■ Task goal ■
Give back the full data character for character.

Information given section start

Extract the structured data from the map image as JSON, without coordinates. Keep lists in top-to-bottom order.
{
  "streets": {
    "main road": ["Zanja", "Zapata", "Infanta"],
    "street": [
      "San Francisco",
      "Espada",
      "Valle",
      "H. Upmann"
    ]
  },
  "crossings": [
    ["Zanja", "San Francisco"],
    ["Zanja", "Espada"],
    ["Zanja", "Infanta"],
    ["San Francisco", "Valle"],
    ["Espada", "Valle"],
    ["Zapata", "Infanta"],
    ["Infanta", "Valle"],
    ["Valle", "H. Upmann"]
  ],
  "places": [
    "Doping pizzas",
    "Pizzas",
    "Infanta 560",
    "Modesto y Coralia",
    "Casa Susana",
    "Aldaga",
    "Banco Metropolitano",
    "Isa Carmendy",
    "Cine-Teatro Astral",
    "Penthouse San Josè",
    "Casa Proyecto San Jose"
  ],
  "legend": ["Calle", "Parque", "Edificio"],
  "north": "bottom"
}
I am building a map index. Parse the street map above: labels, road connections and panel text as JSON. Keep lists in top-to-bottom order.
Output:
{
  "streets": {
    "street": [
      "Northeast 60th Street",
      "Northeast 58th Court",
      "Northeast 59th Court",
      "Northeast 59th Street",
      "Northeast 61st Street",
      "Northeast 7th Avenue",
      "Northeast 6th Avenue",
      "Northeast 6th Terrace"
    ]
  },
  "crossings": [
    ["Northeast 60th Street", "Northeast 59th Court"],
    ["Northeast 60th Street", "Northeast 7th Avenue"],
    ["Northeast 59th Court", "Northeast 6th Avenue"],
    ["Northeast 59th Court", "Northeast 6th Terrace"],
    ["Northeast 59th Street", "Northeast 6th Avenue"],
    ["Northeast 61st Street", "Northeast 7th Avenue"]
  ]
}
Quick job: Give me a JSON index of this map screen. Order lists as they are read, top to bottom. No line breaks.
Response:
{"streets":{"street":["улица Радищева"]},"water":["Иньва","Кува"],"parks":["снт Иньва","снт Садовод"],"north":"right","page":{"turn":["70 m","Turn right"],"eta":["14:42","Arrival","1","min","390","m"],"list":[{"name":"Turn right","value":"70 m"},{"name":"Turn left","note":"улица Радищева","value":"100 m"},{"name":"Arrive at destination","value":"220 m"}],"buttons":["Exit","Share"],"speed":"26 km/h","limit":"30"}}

Information given section end

■ Result of the exercise ■
Extract the structured data from the map image as JSON, without coordinates. Keep lists in top-to-bottom order.
{
  "streets": {
    "main road": ["Zanja", "Zapata", "Infanta"],
    "street": [
      "San Francisco",
      "Espada",
      "Valle",
      "H. Upmann"
    ]
  },
  "crossings": [
    ["Zanja", "San Francisco"],
    ["Zanja", "Espada"],
    ["Zanja", "Infanta"],
    ["San Francisco", "Valle"],
    ["Espada", "Valle"],
    ["Zapata", "Infanta"],
    ["Infanta", "Valle"],
    ["Valle", "H. Upmann"]
  ],
  "places": [
    "Doping pizzas",
    "Pizzas",
    "Infanta 560",
    "Modesto y Coralia",
    "Casa Susana",
    "Aldaga",
    "Banco Metropolitano",
    "Isa Carmendy",
    "Cine-Teatro Astral",
    "Penthouse San Josè",
    "Casa Proyecto San Jose"
  ],
  "legend": ["Calle", "Parque", "Edificio"],
  "north": "bottom"
}
I am building a map index. Parse the street map above: labels, road connections and panel text as JSON. Keep lists in top-to-bottom order.
Output:
{
  "streets": {
    "street": [
      "Northeast 60th Street",
      "Northeast 58th Court",
      "Northeast 59th Court",
      "Northeast 59th Street",
      "Northeast 61st Street",
      "Northeast 7th Avenue",
      "Northeast 6th Avenue",
      "Northeast 6th Terrace"
    ]
  },
  "crossings": [
    ["Northeast 60th Street", "Northeast 59th Court"],
    ["Northeast 60th Street", "Northeast 7th Avenue"],
    ["Northeast 59th Court", "Northeast 6th Avenue"],
    ["Northeast 59th Court", "Northeast 6th Terrace"],
    ["Northeast 59th Street", "Northeast 6th Avenue"],
    ["Northeast 61st Street", "Northeast 7th Avenue"]
  ]
}
Quick job: Give me a JSON index of this map screen. Order lists as they are read, top to bottom. No line breaks.
Response:
{"streets":{"street":["улица Радищева"]},"water":["Иньва","Кува"],"parks":["снт Иньва","снт Садовод"],"north":"right","page":{"turn":["70 m","Turn right"],"eta":["14:42","Arrival","1","min","390","m"],"list":[{"name":"Turn right","value":"70 m"},{"name":"Turn left","note":"улица Радищева","value":"100 m"},{"name":"Arrive at destination","value":"220 m"}],"buttons":["Exit","Share"],"speed":"26 km/h","limit":"30"}}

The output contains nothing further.